Loi immigration : LR veut un référendum d'initiative partagée pour rétablir des mesures censurées

par F.Se avec AFP
Publié le 12 février 2024 à 22h05

Source : TF1 Info

La loi Immigration, adoptée en décembre dernier, a été promulguée le 26 janvier 2024.
Le texte avait été censuré partiellement par le Conseil constitutionnel.
Les Républicains veulent rétablir certaines des mesures controversées par un vote référendaire.

Deux mois après l'adoption de la loi Immigration, les Républicains ripostent à la censure de mesures qu'ils préconisaient, en proposant un référendum d'initiative partagée (RIP). Celui-ci reprend partiellement les articles écartés en janvier par le Conseil constitutionnel, suivant une procédure qui n'a jamais abouti pour l'instant.   

"Il s'agit maintenant de rendre la parole au peuple français pour qu'il puisse se prononcer directement par référendum", affirme le parti de droite dans son exposé des motifs, confirmant une information mise en ligne sur le site du Figaro.
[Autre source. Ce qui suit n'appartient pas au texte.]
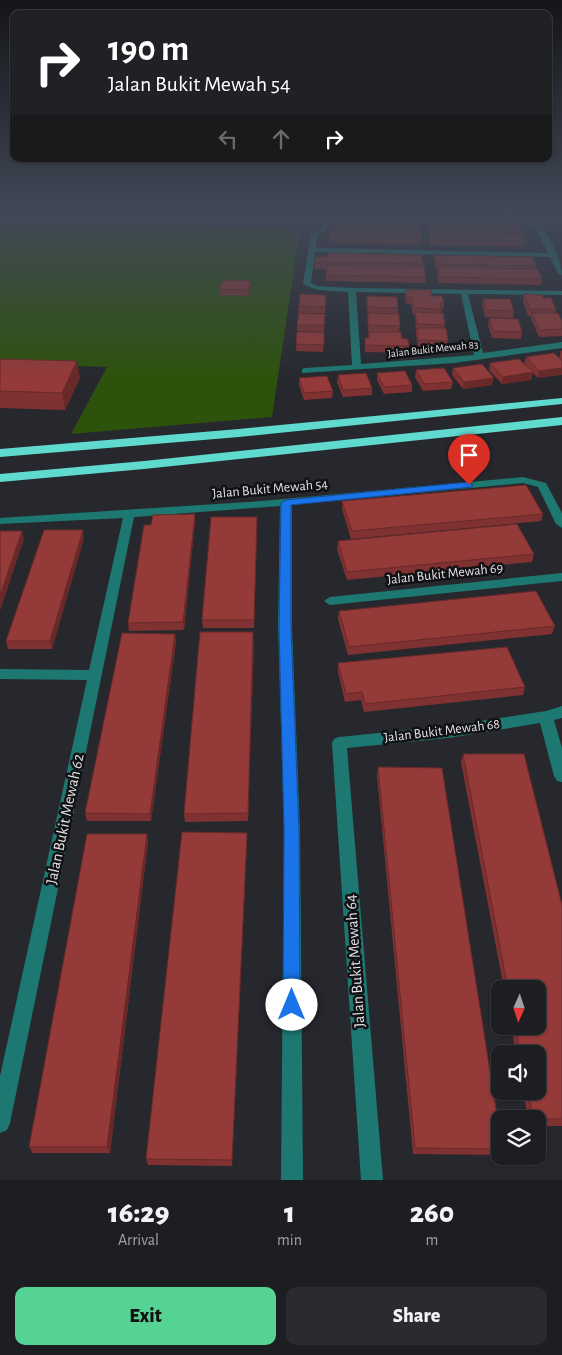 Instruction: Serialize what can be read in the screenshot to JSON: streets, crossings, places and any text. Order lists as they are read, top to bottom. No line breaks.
{"streets":{"street":["Jalan Bukit Mewah 83","Jalan Bukit Mewah 54","Jalan Bukit Mewah 69","Jalan Bukit Mewah 68","Jalan Bukit Mewah 62","Jalan Bukit Mewah 64"]},"crossings":[["Jalan Bukit Mewah 54","Jalan Bukit Mewah 62"],["Jalan Bukit Mewah 68","Jalan Bukit Mewah 64"]],"north":"bottom","page":{"turn":["190 m","Jalan Bukit Mewah 54"],"eta":["16:29","Arrival","1","min","260","m"],"buttons":["Exit","Share"]}} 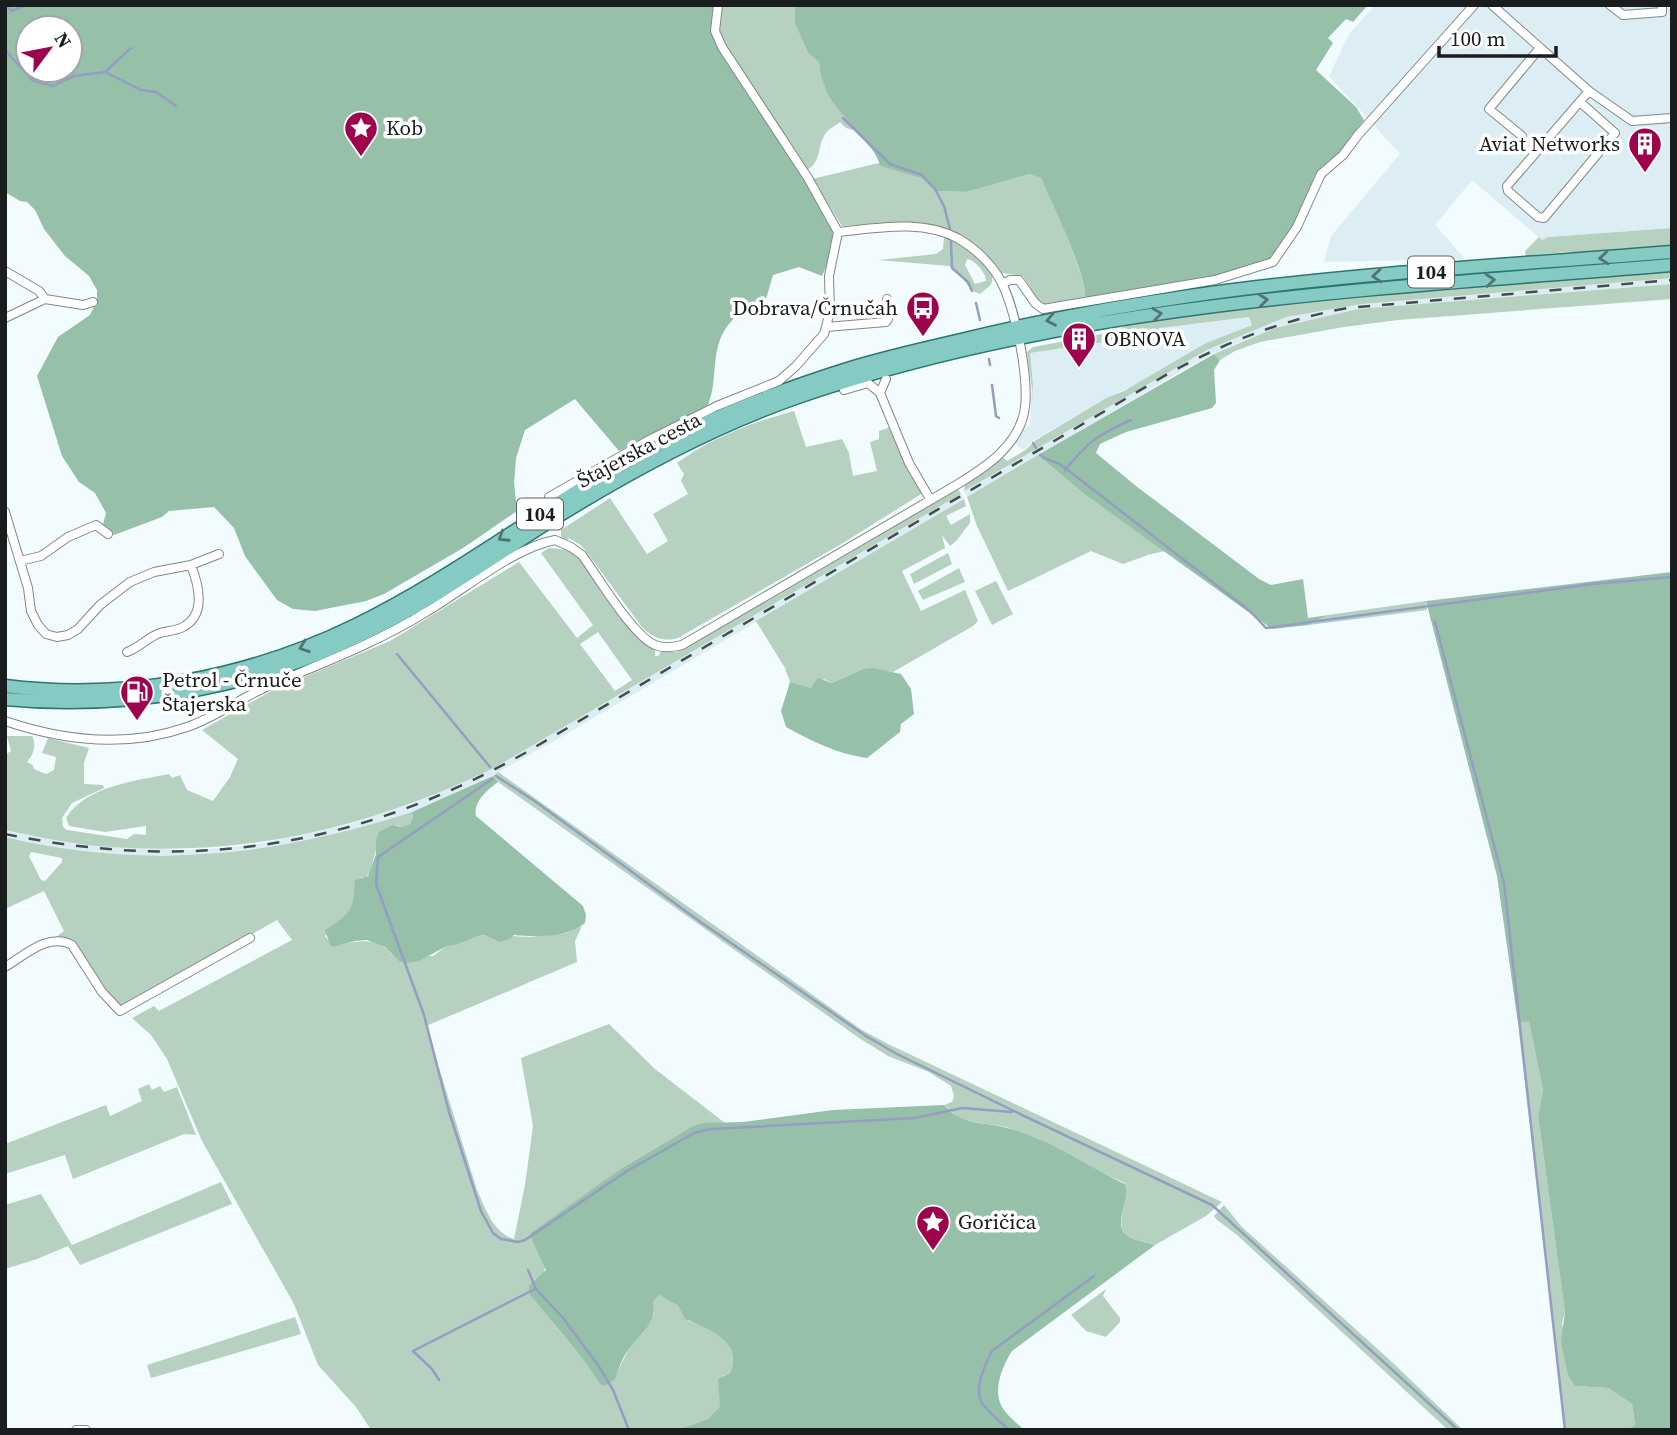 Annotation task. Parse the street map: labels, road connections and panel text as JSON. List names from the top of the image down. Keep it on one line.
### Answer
{"streets":{"main road":["104","Štajerska cesta"]},"places":{"place":["Kob","Goričica"],"building":["Aviat Networks","OBNOVA"],"bus stop":["Dobrava/Črnučah"],"fuel station":["Petrol - Črnuče Štajerska"]},"scale_bar":"100 m","north":"top right"} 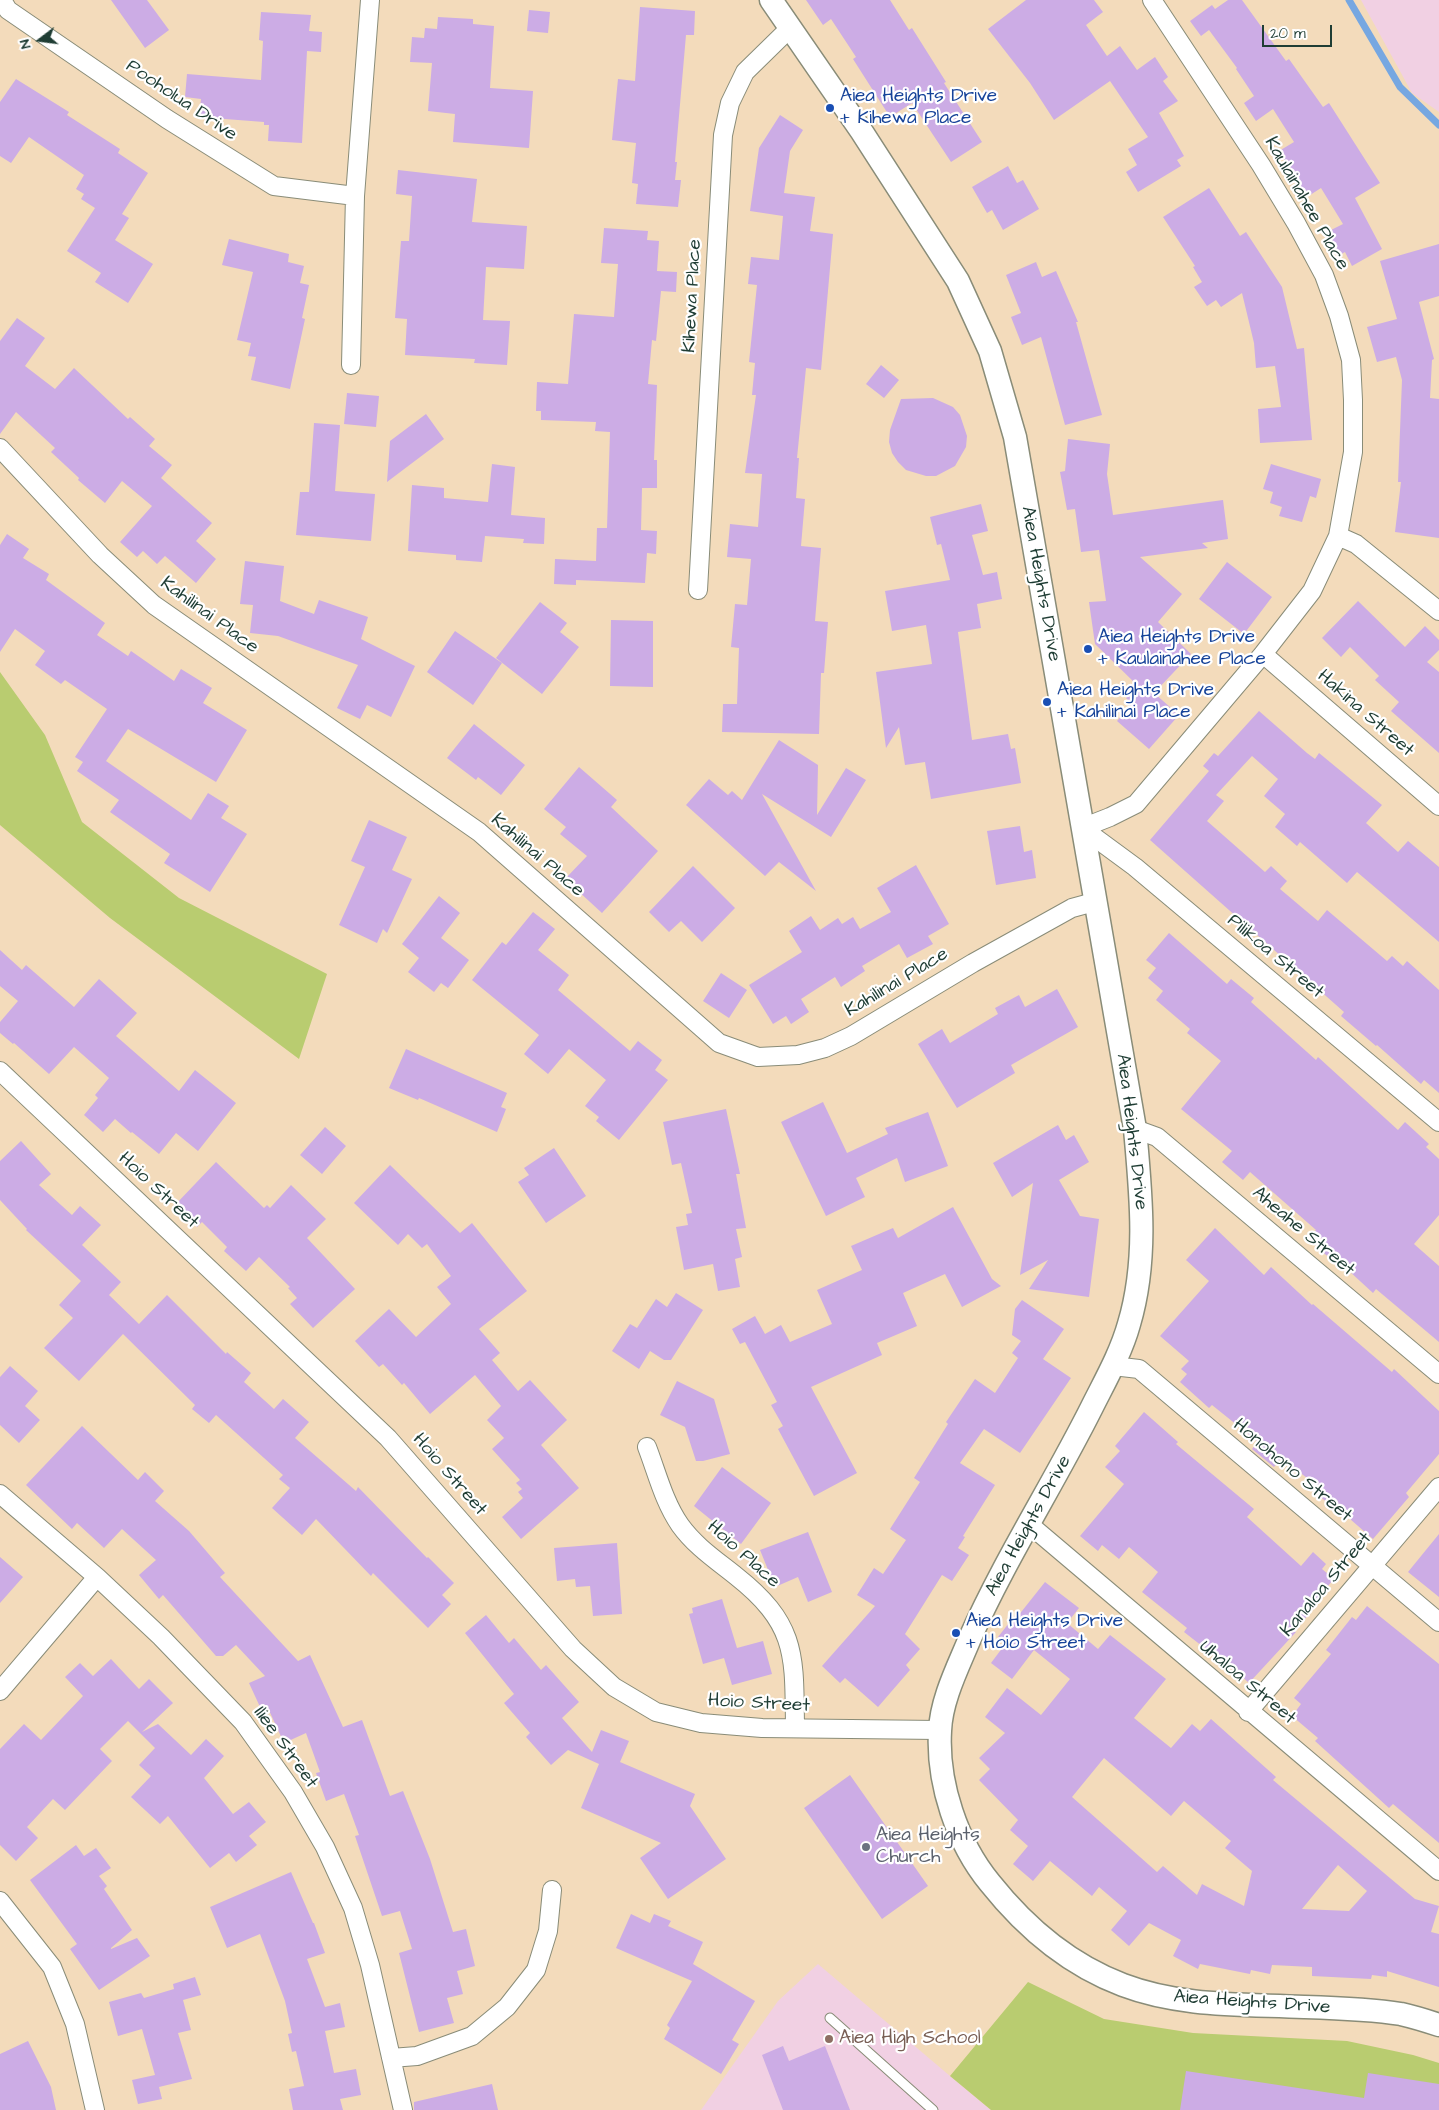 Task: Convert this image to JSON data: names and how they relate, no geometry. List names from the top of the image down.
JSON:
{
  "streets": {
    "street": [
      "Pooholua Drive",
      "Kaulainahee Place",
      "Kihewa Place",
      "Aiea Heights Drive",
      "Kahilinai Place",
      "Hakina Street",
      "Pilikoa Street",
      "Hoio Street",
      "Aheahe Street",
      "Honohono Street",
      "Hoio Place",
      "Kanaloa Street",
      "Uhaloa Street",
      "Iliee Street"
    ]
  },
  "crossings": [
    ["Kaulainahee Place", "Aiea Heights Drive"],
    ["Kaulainahee Place", "Hakina Street"],
    ["Kaulainahee Place", "Pilikoa Street"],
    ["Kihewa Place", "Aiea Heights Drive"],
    ["Aiea Heights Drive", "Kahilinai Place"],
    ["Aiea Heights Drive", "Pilikoa Street"],
    ["Aiea Heights Drive", "Hoio Street"],
    ["Aiea Heights Drive", "Aheahe Street"],
    ["Aiea Heights Drive", "Honohono Street"],
    ["Aiea Heights Drive", "Uhaloa Street"],
    ["Hoio Street", "Hoio Place"],
    ["Honohono Street", "Kanaloa Street"],
    ["Kanaloa Street", "Uhaloa Street"]
  ],
  "places": [
    "Aiea Heights Drive + Kihewa Place",
    "Aiea Heights Drive + Kaulainahee Place",
    "Aiea Heights Drive + Kahilinai Place",
    "Aiea Heights Drive + Hoio Street",
    "Aiea Heights Church",
    "Aiea High School"
  ],
  "scale_bar": "20 m",
  "north": "left"
}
Eric Ciotti, Bruno Retailleau et Olivier Marleix ont présenté aux parlementaires LR un document de 13 pages, qui servira de base au lancement de la procédure.

Le RIP, une procédure législative encore inédite

Le RIP est une forme législative qui n'a pas encore été utilisée jusqu'à son terme, depuis son inscription dans la Constitution en 2008, les conditions pour qu'elle aboutisse étant difficilement surmontables. Le processus doit tout d'abord être initié par 185 parlementaires, puis validé dans un délai d'un mois par le Conseil constitutionnel, pour ensuite obtenir en neuf mois seulement le soutien de 10% du corps électoral, soit près de 5 millions de personnes. C'est ensuite que les électeurs français dans leur ensemble pourraient finalement se prononcer. 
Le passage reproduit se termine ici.